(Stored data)
((

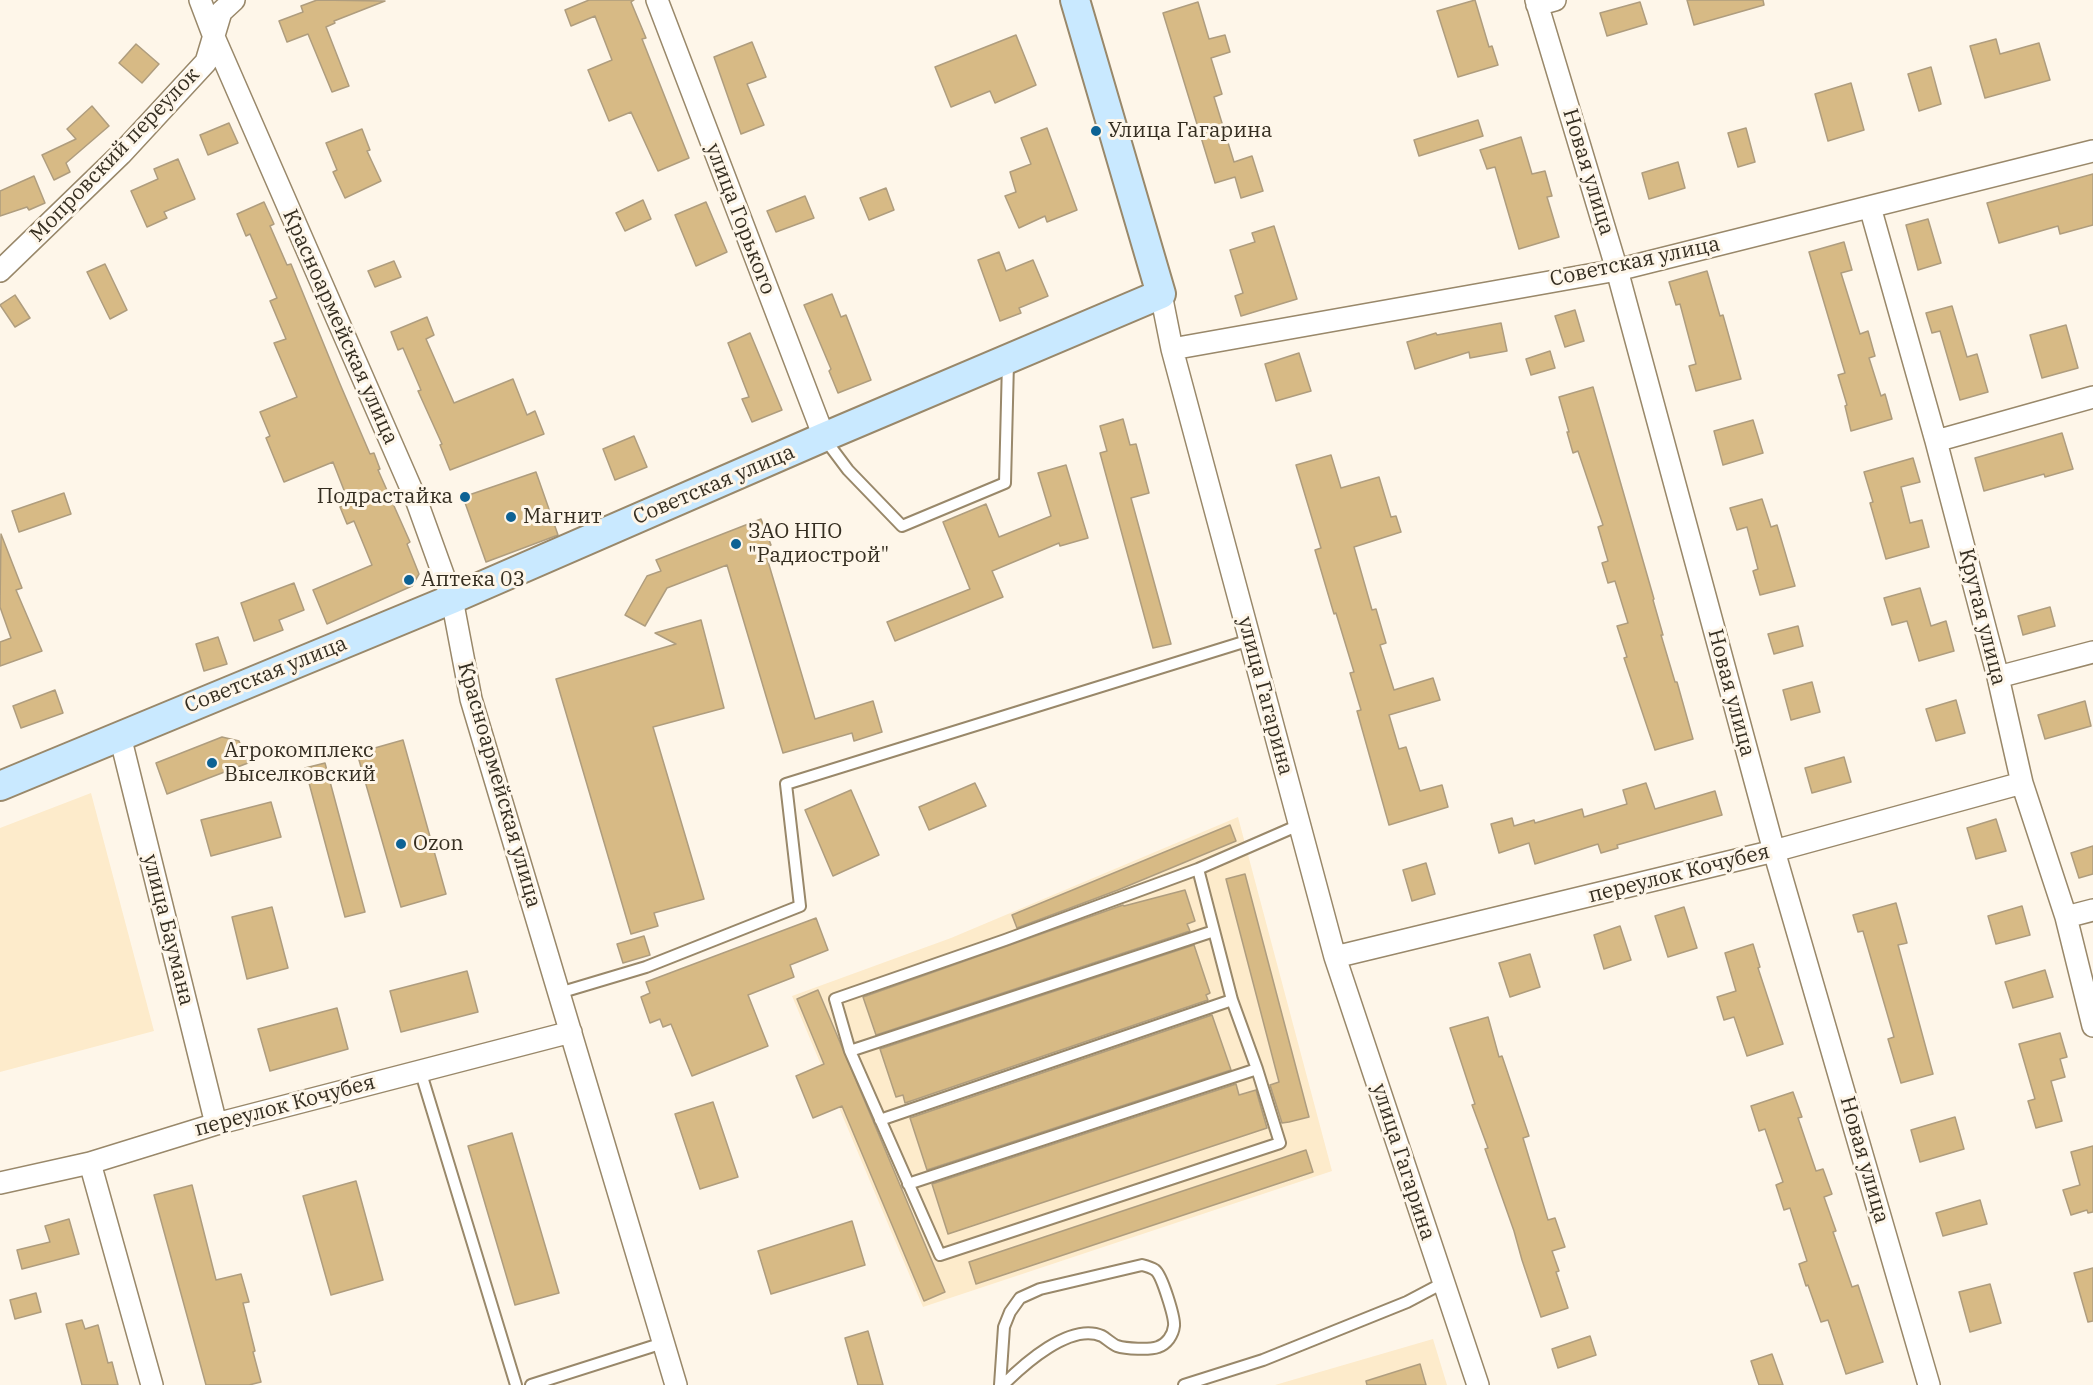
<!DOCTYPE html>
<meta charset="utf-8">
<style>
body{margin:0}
canvas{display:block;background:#fef6e9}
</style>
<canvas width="2093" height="1385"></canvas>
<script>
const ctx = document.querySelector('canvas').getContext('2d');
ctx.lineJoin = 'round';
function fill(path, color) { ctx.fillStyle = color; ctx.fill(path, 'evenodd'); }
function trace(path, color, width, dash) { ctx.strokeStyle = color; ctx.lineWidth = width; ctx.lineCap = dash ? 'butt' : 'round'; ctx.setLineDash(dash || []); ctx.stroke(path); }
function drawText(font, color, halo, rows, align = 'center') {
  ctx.font = font + ' "IBM Plex Serif",serif'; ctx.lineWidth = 6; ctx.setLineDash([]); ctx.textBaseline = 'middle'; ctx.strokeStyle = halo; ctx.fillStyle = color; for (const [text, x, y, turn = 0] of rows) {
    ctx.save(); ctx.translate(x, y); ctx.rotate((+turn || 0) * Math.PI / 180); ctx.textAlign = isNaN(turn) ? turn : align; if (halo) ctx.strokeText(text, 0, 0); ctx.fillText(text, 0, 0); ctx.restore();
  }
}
const built = new Path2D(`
 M91 793 154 1031 0 1072V828Z
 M1238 817 1332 1171 923 1307 792 996 951 938Z
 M1433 1339 1447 1385H1275Z`);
const building = new Path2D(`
 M317 0 385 1 334 21 335 23 326 27 349 86 332 92 308 34 287 42 279 21 303 12 301 6Z
 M589 0H634L631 2 646 38 642 39 689 158 658 171 631 112 609 121 588 70 612 60 595 16 571 26 565 10Z
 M1475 0 1489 47 1492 46 1498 65 1458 77 1437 11Z
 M1687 0H1763L1764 5 1694 25Z
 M1198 2 1209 39 1225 35 1230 52 1211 58 1222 94 1214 97 1234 162 1252 156 1263 191 1241 198 1235 177 1215 183 1163 13Z
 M1640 2 1647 24 1607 36 1600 13Z
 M1016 35 1036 85 995 103 990 91 951 107 935 67Z
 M1996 39 2000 54 2039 43 2050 80 1985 98 1970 46Z
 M752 42 766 77 747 84 764 125 741 134 714 57Z
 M136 44 159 64 142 83 119 63Z
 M1931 67 1941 104 1919 111 1908 74Z
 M1851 83 1864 130 1828 141 1815 94Z
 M92 106 109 126 66 163 70 172 54 180 42 155 76 139 67 129Z
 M1478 120 1483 136 1419 156 1414 140Z
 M229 123 238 143 208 155 200 135Z
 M1047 128 1077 210 1047 222 1045 216 1019 228 1005 196 1016 192 1010 172 1031 164 1021 138Z
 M1746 128 1755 162 1738 167 1728 133Z
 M362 129 370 150 367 151 381 181 345 198 333 172 337 170 326 143Z
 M1521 137 1532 174 1545 171 1552 196 1547 197 1559 237 1519 249 1495 167 1487 169 1480 150Z
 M178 159 195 199 164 212 167 218 147 227 131 191 158 179 154 169Z
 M1678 162 1685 188 1649 199 1642 173Z
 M2093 174V225L2060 234 2058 226 1999 243 1987 203Z
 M34 176 45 203 29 210 27 207 0 216V191Z
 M886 188 894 210 869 220 860 198Z
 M805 196 814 218 776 232 767 211Z
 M643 200 651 219 625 231 616 213Z
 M264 202 274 224 270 226 287 265 291 264 340 384 370 454 374 453 380 469 378 470 410 542 407 544 419 574 412 586 327 624 313 590 372 565 354 521 347 524 340 507 349 503 333 462 284 482 266 438 270 436 260 412 297 397 274 343 286 339 270 301 277 298 250 234 246 236 237 214Z
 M706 202 727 252 696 266 675 215Z
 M1928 219 1941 263 1918 270 1906 225Z
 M1274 226 1297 299 1241 316 1235 296 1243 293 1230 250 1255 242 1252 233Z
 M1844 242 1852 270 1841 273 1860 334 1868 331 1875 356 1869 358 1881 396 1885 394 1892 419 1851 431 1845 406 1847 405 1838 375 1845 373 1809 252Z
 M999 252 1006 271 1033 260 1048 296 1019 308 1021 313 1000 321 978 260Z
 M394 261 401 277 375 287 368 271Z
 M105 264 127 310 110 319 87 272Z
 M1707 271 1720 316 1723 315 1741 379 1696 391 1689 366 1696 364 1680 304 1676 305 1669 282Z
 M832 294 841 317 846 315 871 380 838 393 829 371 831 369 804 305Z
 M15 295 30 318 15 327 0 305Z
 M1952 306 1967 357 1977 354 1988 392 1960 400 1940 331 1932 333 1926 313Z
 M1575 310 1584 341 1565 347 1555 316Z
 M427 317 434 335 426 339 454 403 513 379 527 415 535 411 544 434 450 470 440 445 442 444 418 391 421 390 403 348 398 350 391 332Z
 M1501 323 1507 351 1470 358 1469 352 1415 369 1407 342 1436 333 1437 335Z
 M2066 325 2078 368 2042 378 2030 335Z
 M750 333 782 410 752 422 742 399 749 397 728 343Z
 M1550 351 1555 368 1531 375 1526 359Z
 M1299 353 1311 391 1276 401 1265 364Z
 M1593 387 1654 599 1653 600 1663 635H1661L1675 682H1677L1693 739 1655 750 1624 658 1627 657 1617 626 1628 623 1615 581 1608 583 1602 563 1608 561 1598 527 1603 525 1578 451 1573 453 1567 432H1569L1559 397Z
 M1123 419 1130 445 1136 444 1149 493 1131 498 1171 644 1153 648 1100 453 1107 451 1100 426Z
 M1753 420 1763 453 1723 465 1714 431Z
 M2062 433 2073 469 2045 477 2044 474 1984 491 1975 458Z
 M634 436 647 467 615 480 603 449Z
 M1331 455 1341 488 1379 477 1391 517 1396 516 1401 532 1354 547 1372 610 1376 609 1386 643 1380 645 1394 690 1433 678 1440 700 1389 715 1399 749 1406 747 1420 791 1442 785 1448 807 1389 825 1357 711 1361 710 1350 673 1354 672 1336 613 1334 614 1315 550 1321 548 1296 465Z
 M1913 458 1920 482 1901 487 1910 523 1922 520 1929 547 1886 559 1870 503 1873 502 1864 472Z
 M1066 465 1088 538 1060 546 1059 543 992 571 1003 597 895 641 887 622 970 589 943 522 986 504 999 537 1051 516 1038 473Z
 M536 472 558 535 486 562 463 497Z
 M64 493 71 514 19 532 12 511Z
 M1762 499 1771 527 1777 525 1795 586 1760 595 1753 571 1758 569 1747 527 1737 530 1730 508Z
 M761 519 771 545 764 548 815 719 873 701 882 732 854 741 852 733 783 753 727 565 667 588 645 626 625 615 647 576 661 571 656 560Z
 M1 534 22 588 16 590 42 651 0 666V642L11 638 0 607Z
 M294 583 304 610 279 620 283 630 254 641 241 603Z
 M1920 588 1931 626 1946 621 1954 651 1919 661 1907 621 1892 625 1884 598Z
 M2050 607 2055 626 2023 635 2018 616Z
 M701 620 724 708 653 727 704 899 654 913 658 926 631 934 556 679 676 644 655 633Z
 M1798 626 1803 646 1774 654 1768 634Z
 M218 637 227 664 204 671 196 644Z
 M1812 682 1820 712 1791 720 1783 690Z
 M55 690 63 713 21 728 13 706Z
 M1956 700 1965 733 1936 741 1926 709Z
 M2085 701 2091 726 2045 739 2038 715Z
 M222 737 239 741 248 763 167 794 156 763Z
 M403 740 446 894 401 907 357 753Z
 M1844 757 1851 782 1812 793 1805 768Z
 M325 763 365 912 345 917 305 768Z
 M975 783 986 806 929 830 919 807Z
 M1646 783 1655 809 1715 791 1722 815 1617 845 1618 848 1601 853 1598 844 1535 864 1529 843 1499 853 1491 824 1512 818 1514 826 1534 820 1535 823 1582 809 1584 817 1627 804 1623 790Z
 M851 790 879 855 833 876 805 810Z
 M271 802 281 837 211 856 201 820Z
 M1996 819 2006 851 1976 859 1967 828Z
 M1230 825 1236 841 1118 890 1017 928 1012 915Z
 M2093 846V874L2079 878 2071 853Z
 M1426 863 1435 894 1412 901 1403 870Z
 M1245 874 1309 1117 1289 1122 1282 1123 1270 1085 1279 1082 1226 879Z
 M1185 890 1195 921 1187 924 1190 931 876 1035 863 997 1123 905 1124 906Z
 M1896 903 1907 943 1898 945 1933 1074 1901 1083 1888 1039 1894 1037 1863 931 1858 932 1853 915Z
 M2022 906 2030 935 1996 944 1988 916Z
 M272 907 288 968 247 979 232 917Z
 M1684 907 1697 948 1668 957 1655 916Z
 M816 918 828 950 790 965 794 977 748 995 768 1046 692 1076 671 1024 663 1027 660 1019 650 1023 641 997 650 993 646 982Z
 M1620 926 1631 960 1604 969 1594 935Z
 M644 936 650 955 623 963 617 944Z
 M1753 944 1760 967 1758 968 1783 1044 1747 1056 1734 1017 1724 1020 1717 997 1736 991 1725 953Z
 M1194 945 1210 993 1206 995 1208 1000 905 1103 903 1095 896 1097 880 1049Z
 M1530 954 1540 987 1510 997 1499 963Z
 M2045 970 2053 997 2013 1008 2005 982Z
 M467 971 478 1012 401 1032 390 991Z
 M818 990 945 1292 924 1301 842 1106 813 1118 796 1076 824 1064 797 999Z
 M337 1008 348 1049 270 1071 258 1029Z
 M1212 1015 1231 1070 927 1170 910 1118Z
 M1488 1017 1499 1057 1502 1056 1529 1136 1523 1138 1548 1220 1555 1218 1565 1247 1552 1251 1559 1271 1556 1272 1568 1308 1541 1317 1522 1260 1514 1231 1485 1149 1488 1148 1472 1105 1475 1104 1450 1028Z
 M2060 1033 2067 1057 2060 1059 2065 1077 2051 1081 2062 1121 2036 1128 2028 1101 2035 1099 2019 1044Z
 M1236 1084 1239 1095 1256 1090 1267 1128 948 1234 932 1184Z
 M1793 1092 1802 1117 1798 1118 1816 1171 1823 1169 1832 1194 1824 1197 1836 1231 1833 1232 1852 1287 1858 1285 1883 1362 1846 1374 1828 1320 1821 1322 1808 1285 1806 1286 1799 1264 1807 1261 1790 1208 1784 1210 1776 1185 1783 1182 1765 1129 1759 1131 1751 1106Z
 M713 1102 738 1177 700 1189 675 1114Z
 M1955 1117 1964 1149 1920 1162 1911 1130Z
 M512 1133 559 1293 515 1305 468 1146Z
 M2093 1146V1212L2088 1213 2087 1210 2071 1215 2063 1190 2080 1185 2071 1152Z
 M1306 1150 1313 1172 976 1284 969 1262Z
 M356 1181 383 1280 331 1295 303 1196Z
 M192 1185 216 1280 241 1274 249 1302 243 1303 255 1351 253 1352 261 1382 249 1385H206L154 1195Z
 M1980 1200 1987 1224 1943 1236 1936 1213Z
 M69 1219 79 1254 22 1269 17 1250 50 1242 45 1226Z
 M852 1221 865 1265 771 1294 758 1251Z
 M2093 1268V1321L2088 1322 2074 1273Z
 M1990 1284 2001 1323 1970 1332 1959 1292Z
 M36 1293 41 1312 15 1319 10 1300Z
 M82 1320 85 1329 98 1325 108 1363 112 1362 118 1385H82L66 1324Z
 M868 1331 883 1385H858L845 1338Z
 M1590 1336 1596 1355 1558 1368 1552 1349Z
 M1772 1354 1783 1385H1759L1751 1361Z
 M1420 1364 1426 1385H1367L1366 1381Z`);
const lane = new Path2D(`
 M824 438 848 470 902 526 1005 483 1008 362
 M1198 869 1232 1000 1257 1069 1280 1143 940 1255 850 1051 835 999 1005 940 1198 869 1299 825
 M559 993 646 967 800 906 786 784 1250 640
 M850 1051 1214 931
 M420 1070 516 1385
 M880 1120 1232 1000
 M908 1184 1257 1069
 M531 1385 663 1343
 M1000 1385 1004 1327 1010 1312 1020 1298 1040 1289 1142 1265C1146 1266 1152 1268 1155 1270 1162 1275 1175 1318 1174 1326 1173 1335 1167 1344 1158 1347 1150 1350 1126 1349 1117 1346 1112 1344 1107 1339 1102 1336 1070 1322 1023 1365 1003 1385
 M1184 1385 1263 1360 1407 1302 1443 1283`);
const street = new Path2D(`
 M200 0 214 37 417 502 452 599 471 699 676 1385
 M657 0 824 437
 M1536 0 1617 270 1774 851 1929 1385
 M1537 5 1555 0
 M1870 207 1936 441 1998 677 2022 783 2066 917 2093 1026
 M0 271 121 154 206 62 221 12 234 0
 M1161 294 1172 349 1335 957 1478 1385
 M1172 349 1617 270 2093 151
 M1936 441 2093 397
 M1998 677 2093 652
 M120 736 216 1124
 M2066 917 2093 910
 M1335 957 1774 851 2022 783
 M90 1163 152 1385
 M0 1183 90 1163 216 1124 571 1032`);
const secondary = new Path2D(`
 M0 786 452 599 824 437 1161 294 1075 0`);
const markers = [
 [1096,131,6,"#0d6294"],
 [465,497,6,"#0d6294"],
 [511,517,6,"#0d6294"],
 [736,544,6,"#0d6294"],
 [409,580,6,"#0d6294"],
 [212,763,6,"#0d6294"],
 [401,844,6,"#0d6294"]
];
const poiNames = [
 ["Улица Гагарина",1108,131],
 ["Подрастайка",453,497,"right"],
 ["Магнит",523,517],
 ["ЗАО НПО",748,532],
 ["\"Радиострой\"",748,556],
 ["Аптека 03",421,580],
 ["Агрокомплекс",224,751],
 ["Выселковский",224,775],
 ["Ozon",413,844]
];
const streetNames = [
 ["Мопровский переулок",115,155,-46],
 ["Новая улица",1588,172,73],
 ["улица Горького",740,219,69],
 ["Советская улица",1635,262,-12],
 ["Красноармейская улица",340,327,66],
 ["Советская улица",714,485,-23],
 ["Крутая улица",1982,617,76],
 ["Советская улица",266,675,-22],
 ["Новая улица",1731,693,75],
 ["улица Гагарина",1265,696,75],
 ["Красноармейская улица",499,785,74],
 ["переулок Кочубея",1679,874,-14],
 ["улица Баумана",168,930,76],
 ["переулок Кочубея",285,1106,-15],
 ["Новая улица",1864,1160,74],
 ["улица Гагарина",1403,1162,72]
];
fill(built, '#fdebcb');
fill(building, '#d7ba85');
trace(building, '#af9d7e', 1.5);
trace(lane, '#99886a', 14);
trace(street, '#99886a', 24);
trace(secondary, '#99886a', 32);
trace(lane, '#fff', 10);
trace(street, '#fff', 21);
trace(secondary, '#c9e9ff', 28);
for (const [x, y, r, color] of markers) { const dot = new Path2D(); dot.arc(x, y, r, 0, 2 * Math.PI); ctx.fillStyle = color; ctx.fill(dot); trace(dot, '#fef6e9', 2); }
drawText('21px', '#352e21', '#fef6e9', poiNames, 'left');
drawText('21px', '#352e21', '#fef6e9', streetNames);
</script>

))

▸ TASK STATEMENT: Wherever the word "align" appears in the data, return the whole line.

▸ ANSWER SECTION:
function drawText(font, color, halo, rows, align = 'center') {
    ctx.save(); ctx.translate(x, y); ctx.rotate((+turn || 0) * Math.PI / 180); ctx.textAlign = isNaN(turn) ? turn : align; if (halo) ctx.strokeText(text, 0, 0); ctx.fillText(text, 0, 0); ctx.restore();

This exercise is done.